Let me be clear: the problem here is 100 percent the tone of the statements being made by Dubas. These MEN (they are not BOYS, for God's sakes) have been charged with sexually assaulting a woman and are being treated like a couple of teenagers who made the mistake of drinking too much one night and missing a practice the next morning. The concern in this situation is not on the MEN who are accused of ASSAULT -- the concern ought to be on the VICTIM of these alleged attacks.
The charges were dropped in 2013, which I imagine will be of particular interest to some of the less savory portions of the Internet. The point isn't whether or not the alleged assault took place, it's the light, seemingly uncaring way that Dubas handled it. Someone in charge of young men should be doing a much, much better job of conveying the severity of a situation like this.

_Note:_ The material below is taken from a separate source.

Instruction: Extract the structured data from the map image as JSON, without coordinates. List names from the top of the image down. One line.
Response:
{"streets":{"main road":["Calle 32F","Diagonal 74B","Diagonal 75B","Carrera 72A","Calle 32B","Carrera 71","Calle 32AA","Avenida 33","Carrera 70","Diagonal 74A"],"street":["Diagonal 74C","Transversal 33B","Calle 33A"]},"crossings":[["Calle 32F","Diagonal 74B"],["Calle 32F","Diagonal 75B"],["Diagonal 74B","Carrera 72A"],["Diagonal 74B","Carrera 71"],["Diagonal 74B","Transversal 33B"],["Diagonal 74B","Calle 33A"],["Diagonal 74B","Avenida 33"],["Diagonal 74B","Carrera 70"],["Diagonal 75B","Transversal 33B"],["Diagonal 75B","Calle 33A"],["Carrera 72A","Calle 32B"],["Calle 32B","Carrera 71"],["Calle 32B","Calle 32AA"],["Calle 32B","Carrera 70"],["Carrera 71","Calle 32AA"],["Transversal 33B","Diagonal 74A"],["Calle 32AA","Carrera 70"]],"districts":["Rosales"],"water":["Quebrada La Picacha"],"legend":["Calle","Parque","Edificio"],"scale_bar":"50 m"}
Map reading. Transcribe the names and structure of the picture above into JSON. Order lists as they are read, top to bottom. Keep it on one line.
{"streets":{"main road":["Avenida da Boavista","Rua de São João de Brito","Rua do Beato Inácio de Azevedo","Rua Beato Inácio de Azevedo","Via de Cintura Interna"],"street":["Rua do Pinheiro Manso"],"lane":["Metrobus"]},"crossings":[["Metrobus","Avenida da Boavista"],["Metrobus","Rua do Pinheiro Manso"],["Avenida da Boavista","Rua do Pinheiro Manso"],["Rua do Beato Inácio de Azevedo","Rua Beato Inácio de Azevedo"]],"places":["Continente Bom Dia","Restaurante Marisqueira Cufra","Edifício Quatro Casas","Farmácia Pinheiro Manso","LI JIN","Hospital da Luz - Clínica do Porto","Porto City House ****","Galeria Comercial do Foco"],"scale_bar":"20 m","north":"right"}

He's not in control of young men anymore. In fact, there's a very low likelihood that he will be faced with this problem again; but it's part of his story -- it's part of the story. Just not a part of any of the coverage I have read in the 24 hours since his hiring (I'm welcome to be shown evidence to the contrary, of course). I understand this isn't part of the old school vs. new school that journalists want to write about -- and that's fine. That is going to be the main focus of the story; but don't tell me that there's no place for this bit of history to be mentioned along with it.When telling a story, as is a journalist's job, it's important to make it as complete as possible. I feel like the hockey community has failed - again. The culture change needed in hockey isn't the one described by Wilson. There are two culture changes we need:
1. A change to a culture in the locker room and in the organizations that treat sexual assault as seriously as they need to. They're not even close right now as evidenced by the fact that this stuff keeps happening.
2. A change in sports journalism culture to one where journalists do their damn job and tell the whole story, not just the parts they want to tell.
The kind of heart and grit we need in hockey is empathy towards alleged victims, and the resolve to deal with the accused in a manner befitting what they are accused of.
So how about we take a break from celebrating someone who knows how a calculator works long enough to acknowledge the story.